[darcs-users] rebase feedback and amend-record flexibility
Michael Hendricks
michael at ndrix.org
Mon Apr 2 16:09:24 UTC 2012
I've been playing with the rebase branch for the last couple weeks. Here's
a lengthy brain dump. If you're interested in more explanation for any
particular point, let me know.
- suspend and unsuspend
- have proven very useful
- would be good building blocks for branch, rebase and stash plugins
- should be top-level commands like record/unrecord, pull/unpull,
revert/unrevert
- are too low level to satisfactorily solve the deep amend problem
for users
- need a way to list suspended patches (darcs changes --suspended?)
- pull
- should be "darcs pull --suspend-conflicts"
- even better would be "darcs pull
--conflicts={mark,allow,disallow,skip,suspend-ours,suspend-theirs}"

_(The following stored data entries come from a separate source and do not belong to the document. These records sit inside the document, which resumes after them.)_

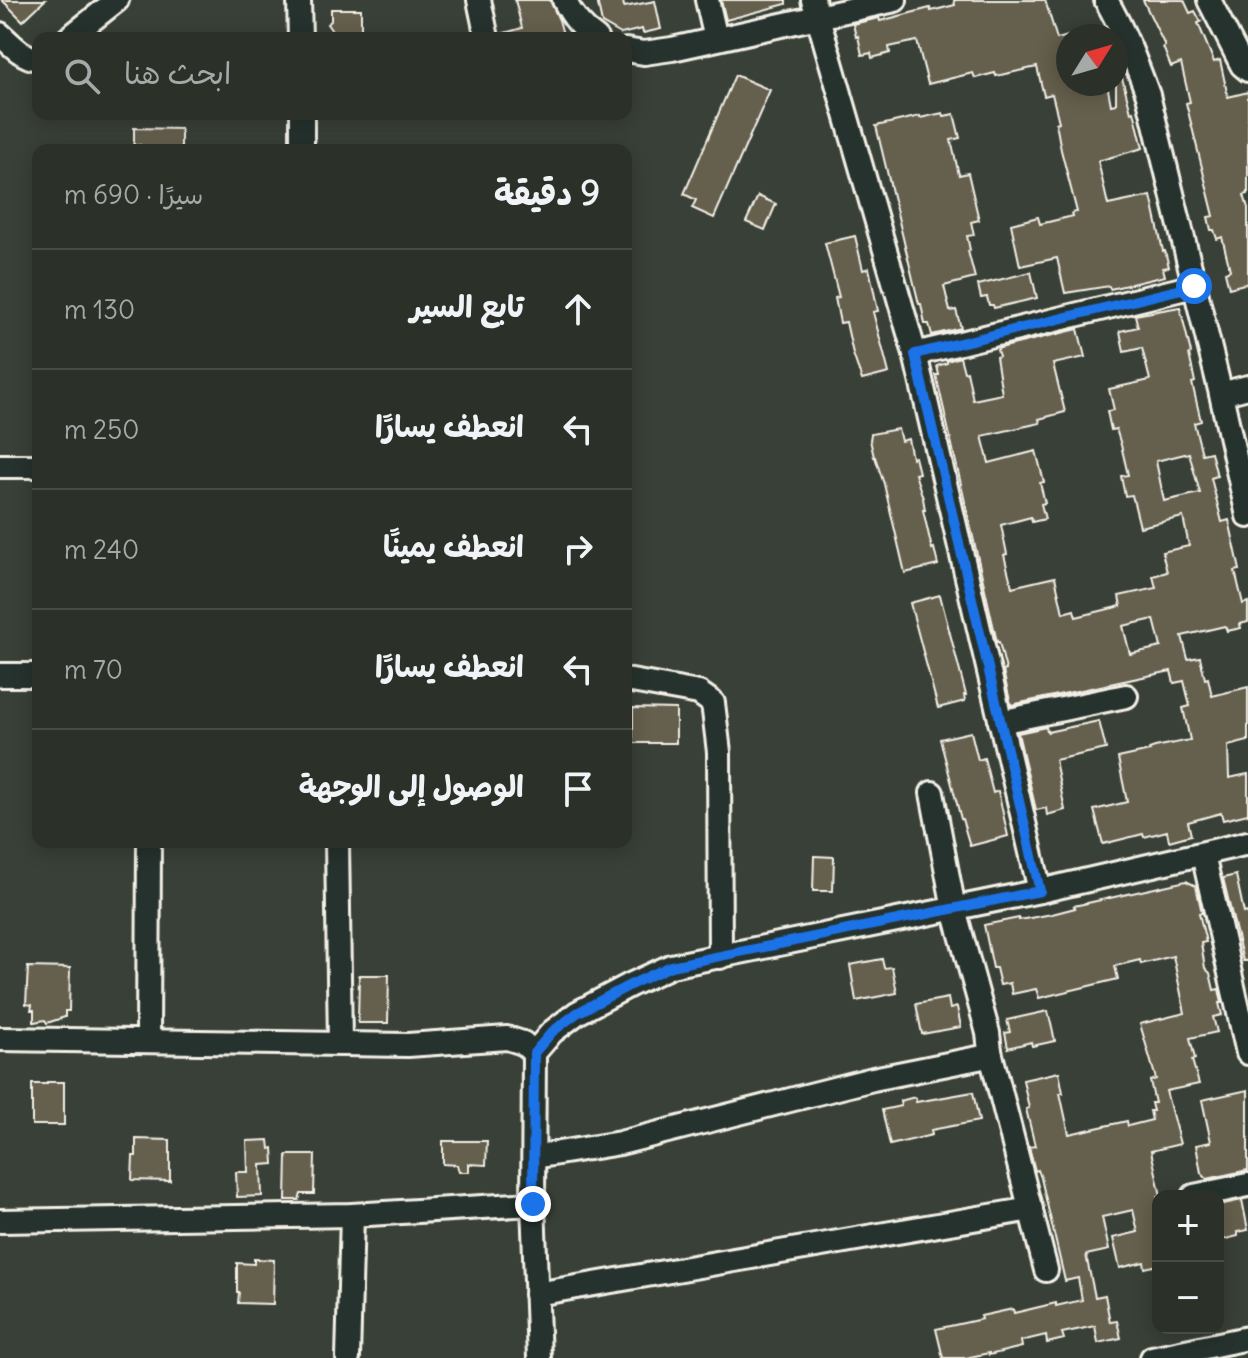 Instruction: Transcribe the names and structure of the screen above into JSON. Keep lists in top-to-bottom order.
{
  "north": "top right",
  "page": {
    "search": "ابحث هنا",
    "heading": ["9 دقيقة", "سيرًا · 690 m"],
    "list": [
      ["تابع السير", "130 m"],
      ["انعطف يسارًا", "250 m"],
      ["انعطف يمينًا", "240 m"],
      ["انعطف يسارًا", "70 m"],
      "الوصول إلى الوجهة"
    ],
    "map_buttons": ["+", "−"]
  }
}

- suspending conflicted patches might offer more pleasant conflict
resolution, one offender at a time
- obliterate
- should be "darcs obliterate --suspended"?
- reify, inject
- I don't understand the purpose of these commands
- should their function be hidden in the implementation of
suspend/unsuspend?
- rebase command is superfluous UI
- as mentioned above, most subcommands belong elsewhere
- Darcs already has UI for accomplishing the same goals as
Git/Mercurial rebase, no new UI needed except perhaps interactive rebase
for performing bulk history-edit operations
Users coming from Git or Mercurial are likely to think of rebase in the
following use cases:
- moving patches from one branch to another (the original Git use case)

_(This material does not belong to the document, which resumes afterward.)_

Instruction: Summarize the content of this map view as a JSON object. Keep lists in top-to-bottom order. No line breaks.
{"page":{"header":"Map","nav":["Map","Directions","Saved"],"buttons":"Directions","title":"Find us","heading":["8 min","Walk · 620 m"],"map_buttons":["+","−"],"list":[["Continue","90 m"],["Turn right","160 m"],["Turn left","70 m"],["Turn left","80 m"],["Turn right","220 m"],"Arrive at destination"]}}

- "darcs push --obliterate" could remove the pushed patches from the
local repo on success
- commuting patches to better convey intent
- perhaps makes less sense in darcs
- sometimes useful to bring a few patches to the front so they're
quicker to access during interactive patch selection
- "git rebase --interactive" UI is the best I've seen for bulk
commute operations
- maybe best done as an interactive rebase plugin
- rewording commit messages, changing author, changing date, etc
- amend-record does this, it's just not smart enough yet
- rewording a patch needs no commute operations
- dependencies should never prevent a reword operation
- rewording a buried darcs patch only modifies other patches if there
are "record --ask-deps" dependencies (which appear easy to adjust
automatically)
- changing the effect of earlier patches
- amend-record does this but isn't smart enough yet
- is really "commute two patches to be adjacent then coalesce them"
- commuting patches to be adjacent is more likely to succeed than
commuting a buried patch to the front
- amend-record can't do this yet because it selects patches before it
selects changes
- combining arbitrary, adjacent patches
- Darcs internals call this coalesce, but we have no UI for it
- current amend-record is a special case of this, applied to only the
top two patches
- maybe a new darcs command (combine,coalesce,squash)?
- splitting a single patch into multiple, adjacent patches
- conceptually similar to combining patches
- maybe a new darcs command (split, uncombine, uncoalesce)?
In most of the above use cases, suspend/unsuspend is only needed as a last
attempt when normal commute/coalesce operations fail. With some
adjustments, such failures should be relatively rare.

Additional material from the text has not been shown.